Projekt in Meßstetten: Kommt bald grünes Licht für das Gesundheitszentrum?

Das neue Gesundheitszentrum soll an diesem Platz entstehen. (Archivbild)⇥
Stadt Meßstetten/Volker BitzerDie Bagger hätten schon längst anrücken können, doch bisher tut sich in der Hossinger Straße in Meßstetten nichts. Denn für das geplante Gesundheitszentrum muss die Bundesregierung erst noch die gesetzlichen Hürden beseitigen. Bald könnte der Stein aber ins Rollen kommen.
Die Benevit-Gruppe will zwei Gebäude errichten. Im ersten Bau sollen Arztpraxen, eine Apotheke, eine Tagespflege für Senioren, ein städtischer Kindergarten und eine Sozialstation untergebracht werden. Das zweite Gebäude beherbergt 56 Wohnplätze für pflegebedürftige Senioren und neun weitere barrierefreie Wohnungen.
Kosten sind gestiegen
Schätzungsweise 16 Millionen Euro soll das Projekt kosten, sagt Kaspar Pfister, geschäftsführender Gesellschafter der Benevit-Gruppe. Die Bauverzögerung schlägt sich auch auf die Kosten nieder. Vor fünf Jahren, als die Planungen begonnen hatten, lagen die Schätzungen noch bei rund 11 Millionen.

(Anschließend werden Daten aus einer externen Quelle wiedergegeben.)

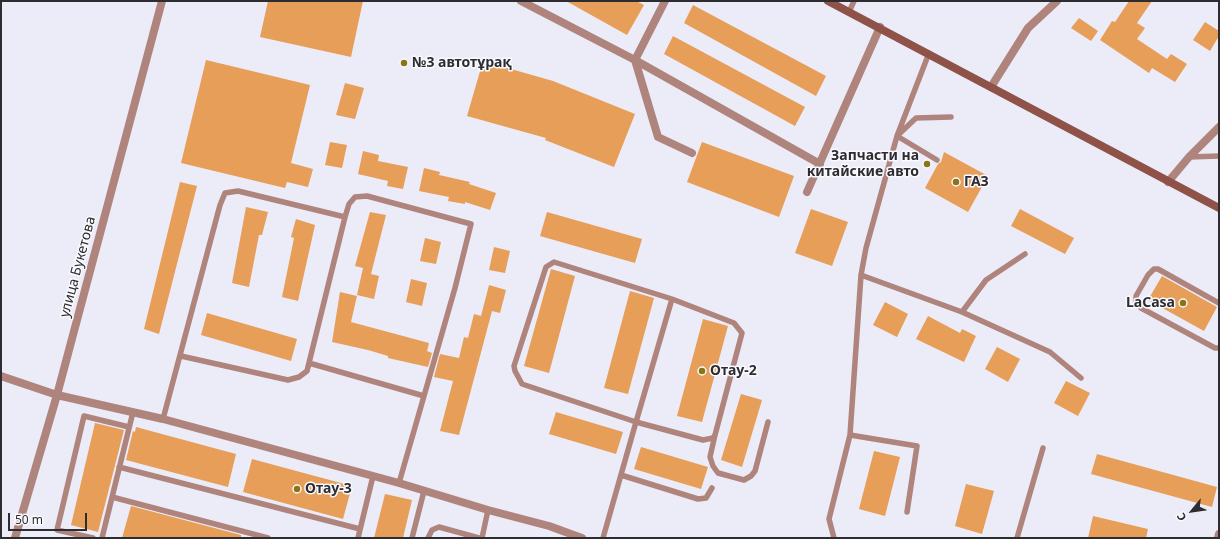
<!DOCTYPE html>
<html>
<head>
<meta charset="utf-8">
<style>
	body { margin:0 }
	#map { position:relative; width:1220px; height:539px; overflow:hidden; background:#ecebf8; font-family:"Noto Sans",sans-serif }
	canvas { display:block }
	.frame { position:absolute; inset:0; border:2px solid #2d2c31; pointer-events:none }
	.north { position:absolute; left:1172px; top:491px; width:40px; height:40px; -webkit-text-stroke:3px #f9f9fe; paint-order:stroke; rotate:241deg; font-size:11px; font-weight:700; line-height:16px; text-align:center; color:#2d2c31 }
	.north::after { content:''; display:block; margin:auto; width:14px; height:18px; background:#2d2c31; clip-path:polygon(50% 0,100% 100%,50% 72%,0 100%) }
	.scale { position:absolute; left:8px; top:513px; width:79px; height:18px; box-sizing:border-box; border:2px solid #2d2c31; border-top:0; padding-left:5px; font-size:12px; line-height:14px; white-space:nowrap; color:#2d2c31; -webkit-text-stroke:3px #f9f9fe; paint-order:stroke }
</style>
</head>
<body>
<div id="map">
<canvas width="1220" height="539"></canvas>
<div class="frame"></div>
<div class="north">С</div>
<div class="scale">50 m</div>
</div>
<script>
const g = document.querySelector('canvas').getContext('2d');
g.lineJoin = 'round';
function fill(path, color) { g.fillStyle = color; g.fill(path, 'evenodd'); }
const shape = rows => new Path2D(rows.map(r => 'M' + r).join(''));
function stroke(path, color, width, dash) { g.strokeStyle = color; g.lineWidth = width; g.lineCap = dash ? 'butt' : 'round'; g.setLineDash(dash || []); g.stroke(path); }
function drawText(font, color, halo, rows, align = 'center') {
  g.font = font + ' "Noto Sans",sans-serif'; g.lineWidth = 3; g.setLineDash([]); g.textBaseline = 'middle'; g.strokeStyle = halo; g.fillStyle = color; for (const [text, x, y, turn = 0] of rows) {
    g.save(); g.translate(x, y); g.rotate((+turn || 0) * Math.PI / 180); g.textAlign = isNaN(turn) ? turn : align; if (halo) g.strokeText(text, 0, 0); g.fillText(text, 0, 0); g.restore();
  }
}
fill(shape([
	[268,1,363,1,351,57,260,37],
	[566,1,636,1,644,5,627,35],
	[1129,1,1152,1,1137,23,1145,28,1137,39,1167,59,1171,54,1187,64,1175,82,1152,68,1149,73,1100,40,1112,21,1115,22],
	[693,5,826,76,816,96,684,23],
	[1079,18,1098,31,1091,41,1071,28],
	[1205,22,1219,31,1219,36,1210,51,1193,40],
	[673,36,805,107,795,126,664,54],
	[206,60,310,85,291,163,313,169,308,187,287,182,285,188,181,163],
	[483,61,553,81,635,114,614,167,545,140,546,138,467,116],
	[345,83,364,88,355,119,336,115],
	[330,142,347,145,342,168,325,165],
	[702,142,794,176,779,217,687,182],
	[363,151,379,155,378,161,408,167,403,189,387,186,388,181,358,174],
	[944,152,988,176,968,212,925,188,938,164,941,162],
	[424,168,440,172,439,175,470,182,469,184,496,193,490,210,465,202,465,204,448,201,449,197,419,191],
	[180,182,197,186,159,334,144,329],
	[246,207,268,212,262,235,259,235,249,287,232,283],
	[811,209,848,222,832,266,795,253],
	[1020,209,1074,238,1065,254,1011,226],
	[370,212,386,215,371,274,379,276,374,299,357,295,363,268,355,266],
	[547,212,642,239,635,263,540,236],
	[296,219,315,225,298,301,282,297,294,238,291,237],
	[425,238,441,242,436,264,420,261],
	[494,247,510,251,505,273,489,270],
	[551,269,575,276,549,373,524,366],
	[1162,276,1217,307,1204,331,1148,300],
	[411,279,427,283,422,306,406,302],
	[489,285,506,290,500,313,492,311,459,435,440,431,453,381,434,377,440,354,459,358,464,337,468,338,474,314,481,316],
	[630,291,654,298,628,394,604,388],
	[340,292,357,296,351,322,429,343,427,351,432,353,428,367,388,358,388,356,368,350,332,342],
	[885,302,908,314,897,337,873,325],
	[207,313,297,339,291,361,201,335],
	[928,316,960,333,962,329,976,336,964,362,916,339],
	[703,319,728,326,702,422,677,416],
	[997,347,1020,359,1008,382,985,369],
	[1066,381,1090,393,1078,416,1054,403],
	[741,394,762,400,742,467,721,460],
	[556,412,623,432,616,454,549,434],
	[95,423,124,430,98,532,71,525],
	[136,427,236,454,228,487,126,460,133,431,135,432],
	[641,447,708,467,701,489,634,469],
	[874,451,900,457,885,516,859,509],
	[1097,454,1217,487,1212,507,1091,474],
	[252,459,352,486,343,519,243,492],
	[966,484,994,491,982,534,955,526],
	[385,494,412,500,403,538,374,538],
	[131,506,241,535,241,538,122,538],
	[1093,516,1148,529,1146,538,1088,538]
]), '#e69e58');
stroke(shape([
	[849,12,854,1],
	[1189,157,1219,156],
	[937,160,897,136,916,118,951,117],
	[861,275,962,312,1050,352,1081,378],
	[1219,303,1158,269,1154,269,1148,275,1136,296,1136,300,1141,308,1215,348,1219,348],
	[962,312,986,280,1025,254],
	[181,356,288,380,299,377,307,371,345,217,349,204,355,197,367,196,471,224,455,288,399,483],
	[309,363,424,396],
	[163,419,220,205,225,193,238,191,345,217],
	[715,435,710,457,713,466,718,473,744,480,751,476,755,471,768,422],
	[850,435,917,446,907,512],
	[119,467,360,529],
	[621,475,698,499,706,498,712,488],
	[112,497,268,538],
	[93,538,57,530,84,416,129,427],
	[102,538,133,412],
	[358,538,373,476],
	[412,538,424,491],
	[428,538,432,530,439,527,479,538],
	[482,538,488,510],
	[603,538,636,422,672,299,554,262,546,267,514,366,515,371,522,384,636,422,703,440,713,438,715,435,742,333,734,323,672,299],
	[834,538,829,519,850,435,861,275,866,248,897,136,929,53],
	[1017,538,1043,448]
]), '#af847d', 5.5);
stroke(shape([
	[521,1,635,60,820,164],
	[665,1,635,60,658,137,692,153],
	[991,87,1028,28,1057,1],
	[1168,182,1189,157,1219,127],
	[807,192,880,27],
	[1,376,57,395,163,419,399,483,488,510,549,526,582,538],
	[15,538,57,395,162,1],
	[1218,538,1219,534]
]), '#af847d', 8);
stroke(shape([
	[828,1,1219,208]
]), '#8e5249', 8);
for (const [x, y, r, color] of [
	[404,63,4,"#897518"],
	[927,164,4,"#897518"],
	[956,182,4,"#897518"],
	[1183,303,4,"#897518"],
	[702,371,4,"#897518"],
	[297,489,4,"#897518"]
]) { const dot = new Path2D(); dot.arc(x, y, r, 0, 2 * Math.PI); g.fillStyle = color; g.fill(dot); stroke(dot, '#f9f9fe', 1.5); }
drawText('bold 14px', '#2d2c31', '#f9f9fe', [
	["№3 автотұрақ",412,63],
	["Запчасти на",919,156,"right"],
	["китайские авто",919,172,"right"],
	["ГАЗ",964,182],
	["LaCasa",1175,303,"right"],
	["Отау-2",710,371],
	["Отау-3",305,489]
], 'left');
drawText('14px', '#2d2c31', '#f9f9fe', [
	["улица Букетова",78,267,-75]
]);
</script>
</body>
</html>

„Eigentlich wollten wir schon längst mit dem Bau beginnen“, sagt Pfister auf Nachfrage. Doch dafür muss erst das Pflegekonzept von der Bundesregierung ermöglicht werden. „Stambulant“ – also eine Kombination aus ambulant und stationär – nennt sich dieses neue Modell. Das Konzept verspreche laut Pfister eine bessere Versorgung zu geringeren Kosten.
Investor fordert Klarheit
„Die Vorteile von beiden Systemen werden zu einem neuen Konzept vereint“, erklärt Pfister die Idee dahinter. Dies führe zu einem effektiveren Personal- und Ressourceneinsatz. „Angehörige können, wenn sie wollen, aktiv Aufgaben übernehmen und dafür auch Pflegegeld erhalten. Im Endeffekt führt dies zu mehr Individualität, einer höheren Mitarbeiterzufriedenheit, und Bewohner verbessern sich in nicht wenigen Fällen in ihrem Allgemeinzustand, sodass sie im Pflegegrad zurückgestuft werden können oder wieder nach Hause gehen können.“
Die Benevit-Gruppe erprobt dieses Modell seit acht Jahren in ihrer Einrichtung in Wyhl am Kaiserstuhl. Dort habe man gute Erfahrungen gemacht, „auch wenn diese lange Hängepartie sehr viel Kraft kostet und wir endlich Klarheit brauchen“, beklagt Pfister. Denn ein weiteres Modellprojekt ist nicht erlaubt. Damit das Konzept in Meßstetten umgesetzt werden kann, muss das Sozialgesetzbuch XI geändert und „Stambulant“ somit rechtlich verankert werden. Und dieser Prozess zieht sich. „Diese Hängepartie ist für alle katastrophal und lässt eine seriöse Aussage für den Baubeginn nicht zu“, sagt Pfister.
Positive Resonanz
Mittlerweile wurde das neue Konzept genauer unter die Lupe genommen. Der Bundesregierung liegt ein Abschlussbericht des IGES-Instituts vor. Das Forschungs- und Beratungsinstitut beschäftigt sich mit Infrastruktur- und Gesundheitsfragen und hat die Umsetzung des „Stambulant“-Konzepts in Wyhl untersucht. „Alle wissenschaftlichen Evaluierungen, so auch zuletzt IGES, kommen zu einem absolut positiven Ergebnis“, teilt Pfister auf Nachfrage mit.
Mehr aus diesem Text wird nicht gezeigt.